## TASK TO CARRY OUT
Check the lines of the listing below for the word "strokeStyle", and state only how many have it.

----------------------------------------

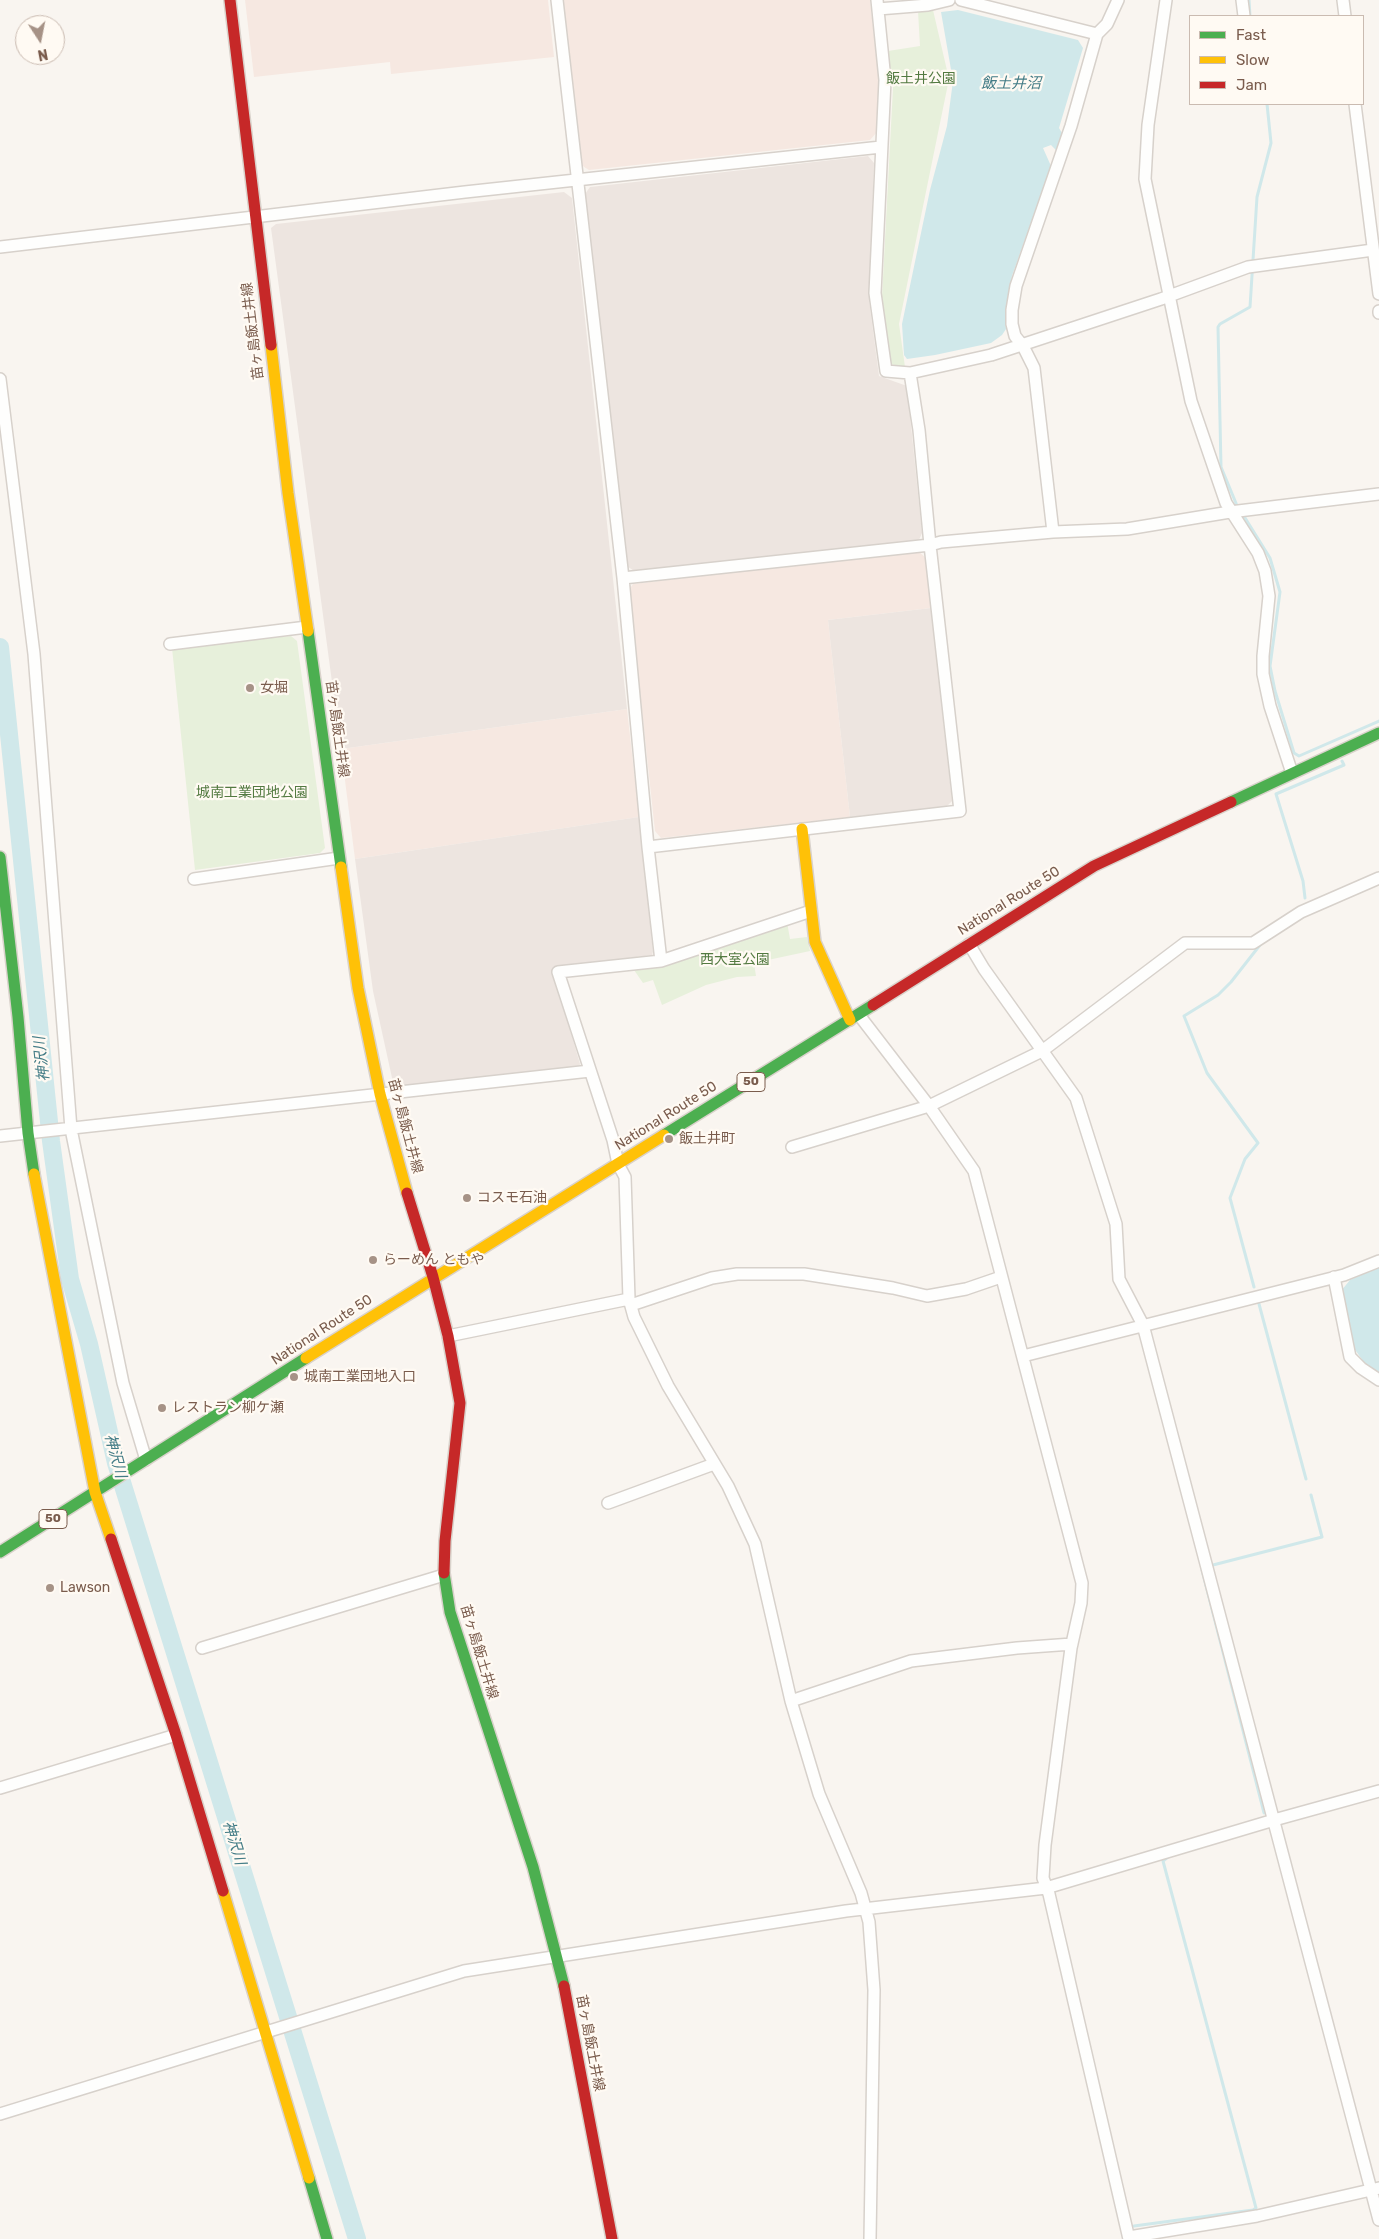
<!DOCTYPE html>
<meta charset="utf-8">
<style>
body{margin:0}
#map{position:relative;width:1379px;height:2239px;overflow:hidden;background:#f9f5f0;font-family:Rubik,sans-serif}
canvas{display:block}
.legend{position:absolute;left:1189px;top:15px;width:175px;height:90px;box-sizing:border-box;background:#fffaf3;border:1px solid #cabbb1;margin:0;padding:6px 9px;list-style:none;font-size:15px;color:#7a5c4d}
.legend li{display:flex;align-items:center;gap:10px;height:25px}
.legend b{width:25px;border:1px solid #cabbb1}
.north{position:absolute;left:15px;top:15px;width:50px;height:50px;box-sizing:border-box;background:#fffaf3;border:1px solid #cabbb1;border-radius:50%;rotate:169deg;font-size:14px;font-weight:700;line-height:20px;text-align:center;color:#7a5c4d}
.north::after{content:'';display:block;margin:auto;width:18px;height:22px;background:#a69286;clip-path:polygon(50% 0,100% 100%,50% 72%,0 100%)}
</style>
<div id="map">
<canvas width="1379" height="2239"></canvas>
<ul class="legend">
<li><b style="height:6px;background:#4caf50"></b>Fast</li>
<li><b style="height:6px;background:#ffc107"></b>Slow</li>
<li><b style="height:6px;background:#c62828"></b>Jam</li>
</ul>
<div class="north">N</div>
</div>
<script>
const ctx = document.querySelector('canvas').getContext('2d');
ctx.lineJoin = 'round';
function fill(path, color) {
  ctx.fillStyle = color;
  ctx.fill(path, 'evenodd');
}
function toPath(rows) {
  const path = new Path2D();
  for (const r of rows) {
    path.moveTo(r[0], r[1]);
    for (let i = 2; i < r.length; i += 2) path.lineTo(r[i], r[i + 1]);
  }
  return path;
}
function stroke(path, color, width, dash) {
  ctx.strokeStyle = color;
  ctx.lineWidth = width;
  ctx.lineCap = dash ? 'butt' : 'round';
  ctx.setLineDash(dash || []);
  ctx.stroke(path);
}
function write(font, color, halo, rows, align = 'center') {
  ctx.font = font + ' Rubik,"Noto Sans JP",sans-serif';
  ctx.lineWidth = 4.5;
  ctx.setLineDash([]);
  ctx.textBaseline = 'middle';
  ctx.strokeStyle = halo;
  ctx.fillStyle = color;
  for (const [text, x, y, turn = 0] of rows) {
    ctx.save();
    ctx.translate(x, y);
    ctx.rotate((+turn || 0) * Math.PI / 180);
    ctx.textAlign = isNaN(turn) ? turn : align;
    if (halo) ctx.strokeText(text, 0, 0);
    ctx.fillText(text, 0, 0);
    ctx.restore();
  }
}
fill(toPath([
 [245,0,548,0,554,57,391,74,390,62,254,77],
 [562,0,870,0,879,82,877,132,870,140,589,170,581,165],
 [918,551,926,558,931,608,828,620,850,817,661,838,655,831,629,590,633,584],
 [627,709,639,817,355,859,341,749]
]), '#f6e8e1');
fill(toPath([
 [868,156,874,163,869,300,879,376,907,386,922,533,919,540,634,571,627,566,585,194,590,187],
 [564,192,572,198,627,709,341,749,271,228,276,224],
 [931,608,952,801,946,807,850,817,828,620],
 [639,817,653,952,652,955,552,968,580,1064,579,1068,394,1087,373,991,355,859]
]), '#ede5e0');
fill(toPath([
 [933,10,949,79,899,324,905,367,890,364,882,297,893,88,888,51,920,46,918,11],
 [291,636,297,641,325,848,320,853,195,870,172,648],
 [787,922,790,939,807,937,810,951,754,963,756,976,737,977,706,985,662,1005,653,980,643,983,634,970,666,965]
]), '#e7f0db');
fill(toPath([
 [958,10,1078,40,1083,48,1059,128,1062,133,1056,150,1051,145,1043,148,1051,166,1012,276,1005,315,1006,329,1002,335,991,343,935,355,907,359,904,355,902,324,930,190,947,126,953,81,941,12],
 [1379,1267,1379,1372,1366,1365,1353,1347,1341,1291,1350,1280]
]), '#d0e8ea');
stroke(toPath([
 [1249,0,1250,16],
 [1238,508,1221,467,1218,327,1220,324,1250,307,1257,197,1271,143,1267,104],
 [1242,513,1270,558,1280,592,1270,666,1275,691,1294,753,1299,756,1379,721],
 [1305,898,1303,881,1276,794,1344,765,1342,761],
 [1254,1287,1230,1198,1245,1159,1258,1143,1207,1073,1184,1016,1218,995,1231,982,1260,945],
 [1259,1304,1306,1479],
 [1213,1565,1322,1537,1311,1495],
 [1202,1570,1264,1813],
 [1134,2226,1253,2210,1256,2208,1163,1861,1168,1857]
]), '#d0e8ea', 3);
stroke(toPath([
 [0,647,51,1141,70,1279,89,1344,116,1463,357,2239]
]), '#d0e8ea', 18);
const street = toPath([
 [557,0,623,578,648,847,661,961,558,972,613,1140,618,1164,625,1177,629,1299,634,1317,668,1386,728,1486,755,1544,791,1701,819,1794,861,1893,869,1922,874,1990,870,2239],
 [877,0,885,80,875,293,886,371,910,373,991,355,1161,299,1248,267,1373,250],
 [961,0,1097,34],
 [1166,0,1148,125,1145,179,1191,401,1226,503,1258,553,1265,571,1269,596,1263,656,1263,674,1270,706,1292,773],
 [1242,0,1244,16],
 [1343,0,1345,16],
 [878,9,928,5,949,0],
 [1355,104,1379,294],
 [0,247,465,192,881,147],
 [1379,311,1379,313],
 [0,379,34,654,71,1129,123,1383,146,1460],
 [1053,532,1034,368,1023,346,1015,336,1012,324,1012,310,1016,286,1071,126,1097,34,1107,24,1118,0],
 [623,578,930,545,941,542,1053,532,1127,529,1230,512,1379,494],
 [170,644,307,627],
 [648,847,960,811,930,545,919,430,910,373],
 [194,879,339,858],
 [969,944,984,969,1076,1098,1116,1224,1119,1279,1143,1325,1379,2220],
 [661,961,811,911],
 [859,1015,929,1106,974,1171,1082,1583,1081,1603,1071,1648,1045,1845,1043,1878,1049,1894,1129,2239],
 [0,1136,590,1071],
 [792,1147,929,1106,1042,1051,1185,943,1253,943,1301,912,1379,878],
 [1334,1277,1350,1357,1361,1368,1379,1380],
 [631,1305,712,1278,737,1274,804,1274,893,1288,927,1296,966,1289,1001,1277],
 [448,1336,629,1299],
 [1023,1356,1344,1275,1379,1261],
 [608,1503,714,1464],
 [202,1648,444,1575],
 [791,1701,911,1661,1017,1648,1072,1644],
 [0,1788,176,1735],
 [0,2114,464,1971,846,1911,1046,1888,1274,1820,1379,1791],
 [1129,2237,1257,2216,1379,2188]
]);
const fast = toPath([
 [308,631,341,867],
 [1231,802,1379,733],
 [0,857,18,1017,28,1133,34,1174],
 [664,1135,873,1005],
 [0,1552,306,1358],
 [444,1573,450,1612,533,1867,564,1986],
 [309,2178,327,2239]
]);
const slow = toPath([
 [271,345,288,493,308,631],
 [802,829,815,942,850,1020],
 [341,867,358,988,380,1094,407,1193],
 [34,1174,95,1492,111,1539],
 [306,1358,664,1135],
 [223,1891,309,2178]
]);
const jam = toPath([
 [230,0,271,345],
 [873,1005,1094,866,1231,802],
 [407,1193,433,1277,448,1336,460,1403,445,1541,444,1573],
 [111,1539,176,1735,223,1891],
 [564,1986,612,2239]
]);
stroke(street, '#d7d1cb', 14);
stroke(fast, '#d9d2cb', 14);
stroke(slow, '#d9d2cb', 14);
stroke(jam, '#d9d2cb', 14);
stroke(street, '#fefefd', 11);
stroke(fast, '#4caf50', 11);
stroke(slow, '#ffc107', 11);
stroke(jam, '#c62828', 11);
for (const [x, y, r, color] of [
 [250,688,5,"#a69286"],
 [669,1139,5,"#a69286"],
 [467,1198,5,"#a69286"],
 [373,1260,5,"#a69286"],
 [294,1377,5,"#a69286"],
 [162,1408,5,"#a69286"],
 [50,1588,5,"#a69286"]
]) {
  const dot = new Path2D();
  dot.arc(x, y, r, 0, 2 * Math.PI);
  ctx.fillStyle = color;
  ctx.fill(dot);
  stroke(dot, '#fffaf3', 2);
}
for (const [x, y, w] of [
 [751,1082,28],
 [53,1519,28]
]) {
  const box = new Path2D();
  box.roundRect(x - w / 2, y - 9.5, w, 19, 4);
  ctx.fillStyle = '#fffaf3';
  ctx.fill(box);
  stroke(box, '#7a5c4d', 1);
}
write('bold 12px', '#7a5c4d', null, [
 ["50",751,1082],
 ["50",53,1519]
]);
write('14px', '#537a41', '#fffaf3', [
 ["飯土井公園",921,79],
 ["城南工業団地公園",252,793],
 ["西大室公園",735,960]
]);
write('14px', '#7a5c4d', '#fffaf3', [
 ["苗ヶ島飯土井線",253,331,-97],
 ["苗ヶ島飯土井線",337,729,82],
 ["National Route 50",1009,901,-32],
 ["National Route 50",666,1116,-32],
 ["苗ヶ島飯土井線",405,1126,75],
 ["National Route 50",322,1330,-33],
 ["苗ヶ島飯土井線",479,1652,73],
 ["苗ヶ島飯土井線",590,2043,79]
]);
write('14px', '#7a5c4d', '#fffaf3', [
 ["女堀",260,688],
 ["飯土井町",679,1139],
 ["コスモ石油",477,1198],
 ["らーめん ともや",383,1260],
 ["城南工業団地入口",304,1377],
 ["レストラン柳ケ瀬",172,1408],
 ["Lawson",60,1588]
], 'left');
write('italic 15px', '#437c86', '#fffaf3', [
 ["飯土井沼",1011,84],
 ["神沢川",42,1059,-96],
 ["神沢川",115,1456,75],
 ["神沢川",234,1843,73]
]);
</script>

----------------------------------------

## ANSWER TO THIS TASK
2